Michael Moynihan ’89 reassured a group of business-minded Bowdoin students sitting down with him for lunch recently that they should not lose confidence in their liberal arts background as they prepare to launch their careers.
“I know it’s easy to say, ‘It’s a tough job market out there, and I have a liberal arts degree and I might be competing with business school graduates’,” he said. Instead, Moynihan argued they should have faith in their Bowdoin education because it’s more relevant in the business world now than ever.
“The world of business is more tumultuous than it ever has been,” he said. He pointed to all the forces roiling industries, such as social media, online marketplaces, the rise of tablets and smartphones, and the uneven economy. “Why play a board game when you have an iPad?” he asked rhetorically when describing some of the difficulties his own toy industry is confronting. “Why play Scrabble when you can play Words with Friends on your iPhone?”

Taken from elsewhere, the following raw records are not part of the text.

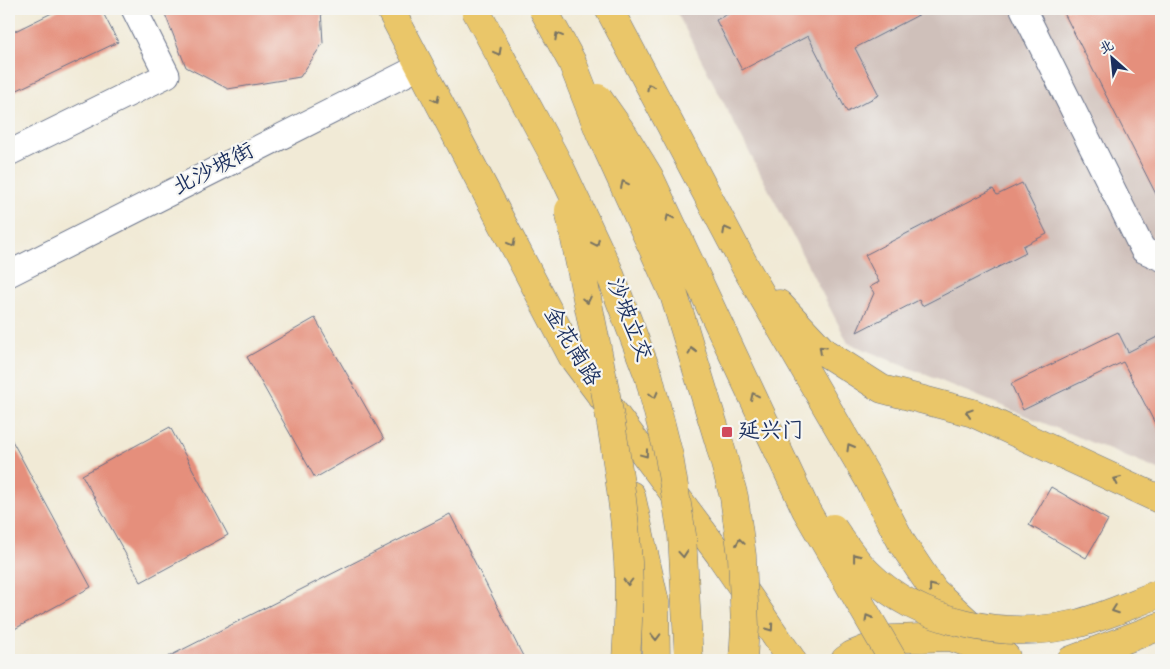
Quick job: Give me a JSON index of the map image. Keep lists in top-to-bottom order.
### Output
{
  "streets": {
    "main road": ["沙坡立交", "金花南路"],
    "street": ["北沙坡街"]
  },
  "crossings": [
    ["北沙坡街", "金花南路"]
  ],
  "places": {
    "transit": ["延兴门"]
  },
  "north": "top left"
}
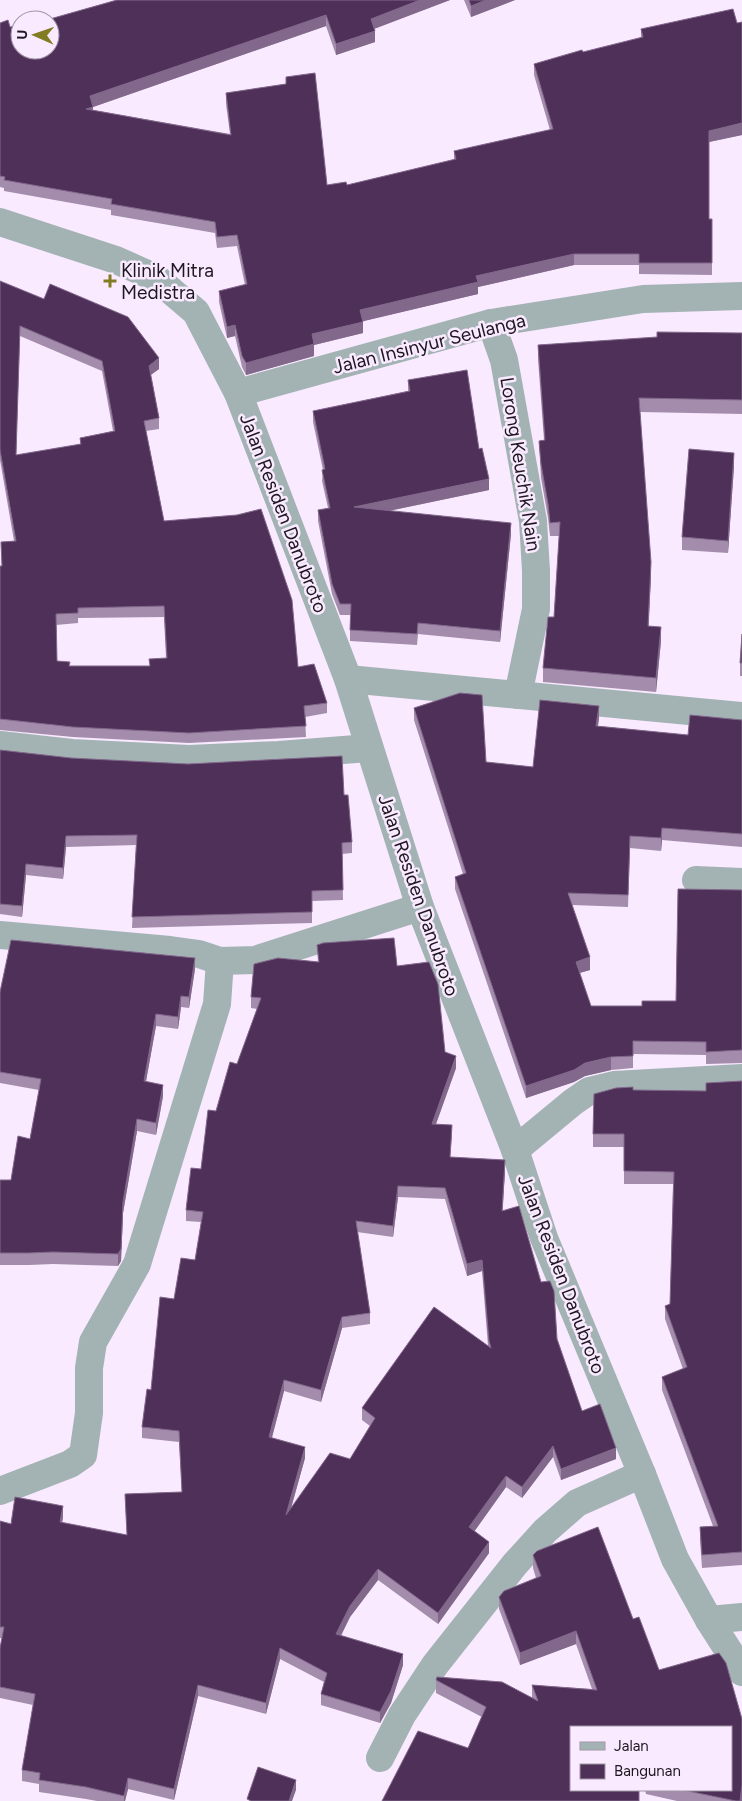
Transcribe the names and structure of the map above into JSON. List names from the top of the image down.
{
  "streets": {
    "street": ["Jalan Insinyur Seulanga", "Lorong Keuchik Nain", "Jalan Residen Danubroto"]
  },
  "crossings": [
    ["Jalan Insinyur Seulanga", "Lorong Keuchik Nain"],
    ["Jalan Insinyur Seulanga", "Jalan Residen Danubroto"]
  ],
  "places": {
    "health": ["Klinik Mitra Medistra"]
  },
  "legend": ["Jalan", "Bangunan"],
  "north": "left"
}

In the past, Moynihan continued, left-brained people could thrive in business because they could fall back on trusted formulas. But a formula these days may work for a few weeks or months before it’s outdated. Continually inventing new products, new marketing strategies, or new ways of doing business requires “a whole different way of thinking. It requires people who can think critically about formulas and what we need to do to tweak them,” Moynihan said. “What you guys are getting trained for is very relevant to the world of business.”
Moynihan, vice president of marketing for LEGO Systems, Inc., visited campus recently to share his wisdom about the business world. He has worked for Monitor Co. and General Mills, and has been with Lego now for 16 years. Moynihan graduated from Bowdoin in 1989 after majoring in economics and math, and earned his MBA from Harvard Business School in 1993.

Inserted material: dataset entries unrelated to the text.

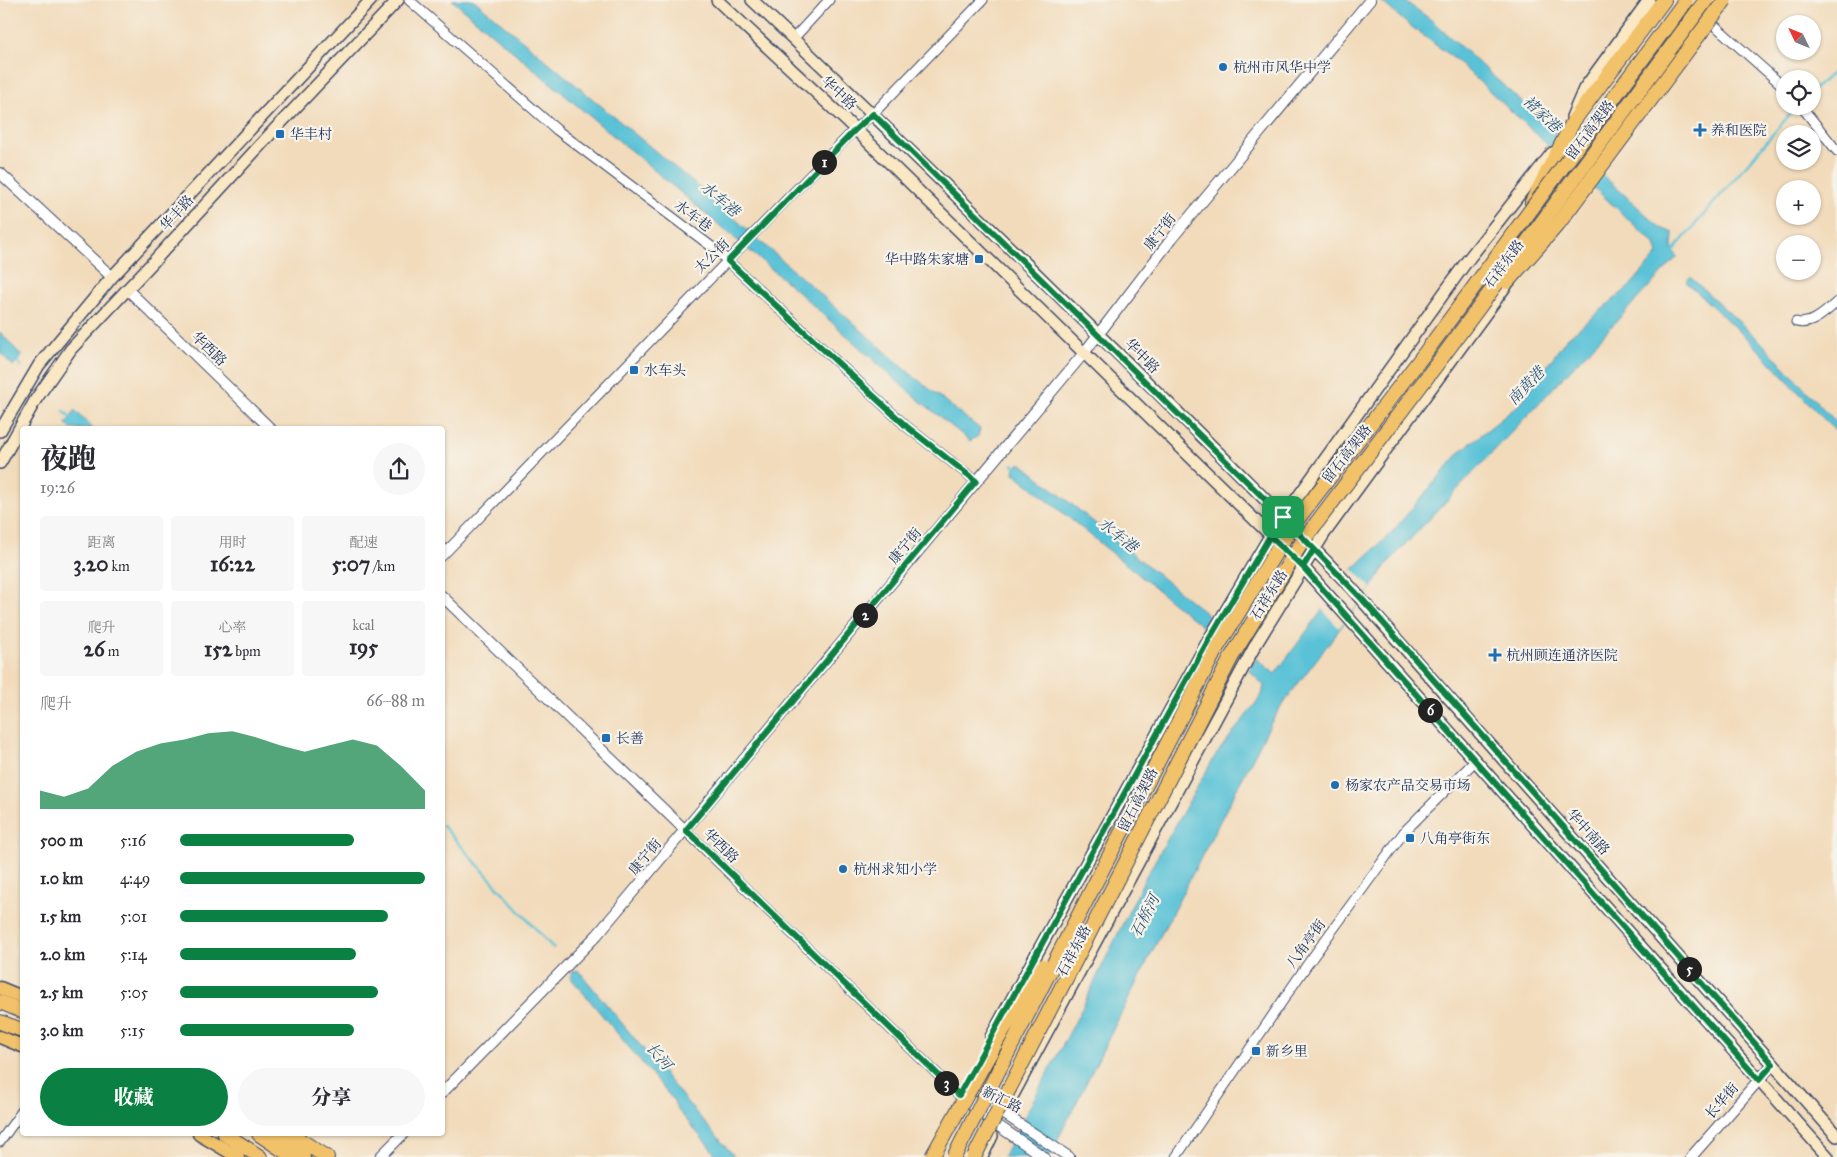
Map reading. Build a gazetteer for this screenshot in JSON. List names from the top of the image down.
{
  "streets": {
    "highway": ["留石高架路"],
    "main road": [
      "华中路",
      "华丰路",
      "石祥东路",
      "华中南路"
    ],
    "street": [
      "水车巷",
      "康宁街",
      "太公街",
      "华西路",
      "八角亭街",
      "新汇路",
      "长华街"
    ]
  },
  "crossings": [
    ["华中路", "康宁街"],
    ["华中路", "太公街"],
    ["华中路", "石祥东路"],
    ["华中路", "华中南路"],
    ["华丰路", "华西路"],
    ["水车巷", "康宁街"],
    ["水车巷", "太公街"],
    ["康宁街", "华西路"],
    ["石祥东路", "华西路"],
    ["石祥东路", "华中南路"],
    ["石祥东路", "新汇路"],
    ["华西路", "新汇路"],
    ["华中南路", "长华街"]
  ],
  "water": [
    "褚家港",
    "水车港",
    "南黄港",
    "石桥河",
    "长河"
  ],
  "places": {
    "other": ["杭州市风华中学", "杨家农产品交易市场", "杭州求知小学"],
    "health": ["养和医院", "杭州顾连通济医院"],
    "transit": [
      "华丰村",
      "华中路朱家塘",
      "水车头",
      "长善",
      "八角亭街东",
      "新乡里"
    ]
  },
  "north": "top left",
  "page": {
    "map_buttons": ["+", "−"],
    "pins": [
      "1",
      "2",
      "6",
      "5",
      "3"
    ],
    "heading": ["夜跑", "19:26"],
    "stats": [
      ["距离", "3.20 km"],
      ["用时", "16:22"],
      ["配速", "5:07 /km"],
      ["爬升", "26 m"],
      ["心率", "152 bpm"],
      ["kcal", "195"]
    ],
    "chart": ["爬升", "66–88 m"],
    "list": [
      {
        "name": "500 m",
        "note": "5:16"
      },
      {
        "name": "1.0 km",
        "note": "4:49"
      },
      {
        "name": "1.5 km",
        "note": "5:01"
      },
      {
        "name": "2.0 km",
        "note": "5:14"
      },
      {
        "name": "2.5 km",
        "note": "5:05"
      },
      {
        "name": "3.0 km",
        "note": "5:15"
      }
    ],
    "buttons": ["收藏", "分享"]
  }
}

As head of marketing for Lego, Moynihan is familiar with selling toys that help children develop their skills while delighting them. And while he didn’t advise Bowdoin students to play with building blocks, he did offer thoughtful advice on how they could develop their careers. One of the more practical tips he suggested was to go into consulting if they weren’t sure what they wanted to specialize in.
“I went into consulting after graduating from Bowdoin, and consulting is like the liberal arts of business,” he said. “It gave me an idea of what I liked and didn’t like. If you have any intention of going into business, consulting is a good way to get exposure to a bunch of relevant areas of business.”

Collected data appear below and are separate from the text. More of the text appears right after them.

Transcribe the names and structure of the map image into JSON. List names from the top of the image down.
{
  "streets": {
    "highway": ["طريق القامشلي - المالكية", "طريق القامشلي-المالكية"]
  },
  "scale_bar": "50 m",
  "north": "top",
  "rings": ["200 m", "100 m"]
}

He also recommended looking for companies that encourage cross-promotion. “Look for industries or companies that allow a bit of breath out of the gates. Careers are marathons, not sprints,” he counseled.
Though he didn’t know it when he left Bowdoin, Moynihan learned along the way that he “had a real passion for marketing.” But it took him a couple of jobs and companies to find the right fit, he said. At Lego, Moynihan’s involved with product development, advertising, marketing analytics, event marketing (such as fan conventions), market research, competitive intelligence and public relations.
He recommended that students be as selective about choosing an employer as they were when they picked a college. “Do not underestimate the importance of corporate culture. Make sure you’re going to a company according to your own values,” he said. “Apply the same rigor in your job search to cultural fit as you did in your college search.”
Finally, he gave students an oft-repeated bit of advice from Bowdoin grads. “Tap into the Bowdoin alumni network, it’s an unbelievable network,” he said. “The people who graduate from this place have a sincere passion for it, and that passion only seems to grow the longer they’re out.”